===== Task inputs

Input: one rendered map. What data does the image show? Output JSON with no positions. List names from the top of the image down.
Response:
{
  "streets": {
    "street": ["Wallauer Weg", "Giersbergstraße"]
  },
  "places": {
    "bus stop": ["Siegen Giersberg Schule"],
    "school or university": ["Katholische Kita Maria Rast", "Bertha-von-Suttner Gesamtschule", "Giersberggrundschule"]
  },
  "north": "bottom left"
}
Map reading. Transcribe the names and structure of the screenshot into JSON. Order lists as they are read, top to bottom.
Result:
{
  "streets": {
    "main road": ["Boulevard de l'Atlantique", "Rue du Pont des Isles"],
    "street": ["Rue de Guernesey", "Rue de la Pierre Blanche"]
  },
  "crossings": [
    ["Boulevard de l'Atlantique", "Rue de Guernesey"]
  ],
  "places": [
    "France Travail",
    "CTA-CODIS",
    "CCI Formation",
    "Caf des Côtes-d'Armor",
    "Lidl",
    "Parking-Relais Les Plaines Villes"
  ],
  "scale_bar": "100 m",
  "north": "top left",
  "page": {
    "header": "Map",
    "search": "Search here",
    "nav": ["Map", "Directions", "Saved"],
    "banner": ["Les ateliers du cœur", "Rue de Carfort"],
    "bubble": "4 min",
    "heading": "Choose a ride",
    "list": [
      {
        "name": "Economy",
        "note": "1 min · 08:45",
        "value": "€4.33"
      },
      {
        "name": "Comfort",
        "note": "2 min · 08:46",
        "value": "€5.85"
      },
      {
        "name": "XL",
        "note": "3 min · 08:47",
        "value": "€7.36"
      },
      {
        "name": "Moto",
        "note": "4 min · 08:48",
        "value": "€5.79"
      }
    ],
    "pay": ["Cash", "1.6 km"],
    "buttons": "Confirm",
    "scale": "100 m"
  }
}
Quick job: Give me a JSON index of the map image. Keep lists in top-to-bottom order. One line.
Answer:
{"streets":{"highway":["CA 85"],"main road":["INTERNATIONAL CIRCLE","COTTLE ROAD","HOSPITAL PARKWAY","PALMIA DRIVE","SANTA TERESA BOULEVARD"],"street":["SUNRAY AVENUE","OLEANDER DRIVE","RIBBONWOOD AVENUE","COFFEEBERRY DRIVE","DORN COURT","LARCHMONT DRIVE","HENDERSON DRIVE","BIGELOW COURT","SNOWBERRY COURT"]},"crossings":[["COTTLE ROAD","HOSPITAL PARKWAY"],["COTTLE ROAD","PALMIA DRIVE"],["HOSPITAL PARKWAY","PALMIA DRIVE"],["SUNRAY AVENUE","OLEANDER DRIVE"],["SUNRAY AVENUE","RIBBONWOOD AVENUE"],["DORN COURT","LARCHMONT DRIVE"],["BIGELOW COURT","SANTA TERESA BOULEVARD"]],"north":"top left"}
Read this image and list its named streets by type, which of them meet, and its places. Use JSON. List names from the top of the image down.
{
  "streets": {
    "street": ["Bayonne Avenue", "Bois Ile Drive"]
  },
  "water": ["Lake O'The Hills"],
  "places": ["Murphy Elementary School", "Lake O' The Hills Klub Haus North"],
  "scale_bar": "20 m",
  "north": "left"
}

==========

**What to produce:** All records shown above are to be reproduced without any alteration.

**Solution to this exercise:**
Input: one rendered map. What data does the image show? Output JSON with no positions. List names from the top of the image down.
Response:
{
  "streets": {
    "street": ["Wallauer Weg", "Giersbergstraße"]
  },
  "places": {
    "bus stop": ["Siegen Giersberg Schule"],
    "school or university": ["Katholische Kita Maria Rast", "Bertha-von-Suttner Gesamtschule", "Giersberggrundschule"]
  },
  "north": "bottom left"
}
Map reading. Transcribe the names and structure of the screenshot into JSON. Order lists as they are read, top to bottom.
Result:
{
  "streets": {
    "main road": ["Boulevard de l'Atlantique", "Rue du Pont des Isles"],
    "street": ["Rue de Guernesey", "Rue de la Pierre Blanche"]
  },
  "crossings": [
    ["Boulevard de l'Atlantique", "Rue de Guernesey"]
  ],
  "places": [
    "France Travail",
    "CTA-CODIS",
    "CCI Formation",
    "Caf des Côtes-d'Armor",
    "Lidl",
    "Parking-Relais Les Plaines Villes"
  ],
  "scale_bar": "100 m",
  "north": "top left",
  "page": {
    "header": "Map",
    "search": "Search here",
    "nav": ["Map", "Directions", "Saved"],
    "banner": ["Les ateliers du cœur", "Rue de Carfort"],
    "bubble": "4 min",
    "heading": "Choose a ride",
    "list": [
      {
        "name": "Economy",
        "note": "1 min · 08:45",
        "value": "€4.33"
      },
      {
        "name": "Comfort",
        "note": "2 min · 08:46",
        "value": "€5.85"
      },
      {
        "name": "XL",
        "note": "3 min · 08:47",
        "value": "€7.36"
      },
      {
        "name": "Moto",
        "note": "4 min · 08:48",
        "value": "€5.79"
      }
    ],
    "pay": ["Cash", "1.6 km"],
    "buttons": "Confirm",
    "scale": "100 m"
  }
}
Quick job: Give me a JSON index of the map image. Keep lists in top-to-bottom order. One line.
Answer:
{"streets":{"highway":["CA 85"],"main road":["INTERNATIONAL CIRCLE","COTTLE ROAD","HOSPITAL PARKWAY","PALMIA DRIVE","SANTA TERESA BOULEVARD"],"street":["SUNRAY AVENUE","OLEANDER DRIVE","RIBBONWOOD AVENUE","COFFEEBERRY DRIVE","DORN COURT","LARCHMONT DRIVE","HENDERSON DRIVE","BIGELOW COURT","SNOWBERRY COURT"]},"crossings":[["COTTLE ROAD","HOSPITAL PARKWAY"],["COTTLE ROAD","PALMIA DRIVE"],["HOSPITAL PARKWAY","PALMIA DRIVE"],["SUNRAY AVENUE","OLEANDER DRIVE"],["SUNRAY AVENUE","RIBBONWOOD AVENUE"],["DORN COURT","LARCHMONT DRIVE"],["BIGELOW COURT","SANTA TERESA BOULEVARD"]],"north":"top left"}
Read this image and list its named streets by type, which of them meet, and its places. Use JSON. List names from the top of the image down.
{
  "streets": {
    "street": ["Bayonne Avenue", "Bois Ile Drive"]
  },
  "water": ["Lake O'The Hills"],
  "places": ["Murphy Elementary School", "Lake O' The Hills Klub Haus North"],
  "scale_bar": "20 m",
  "north": "left"
}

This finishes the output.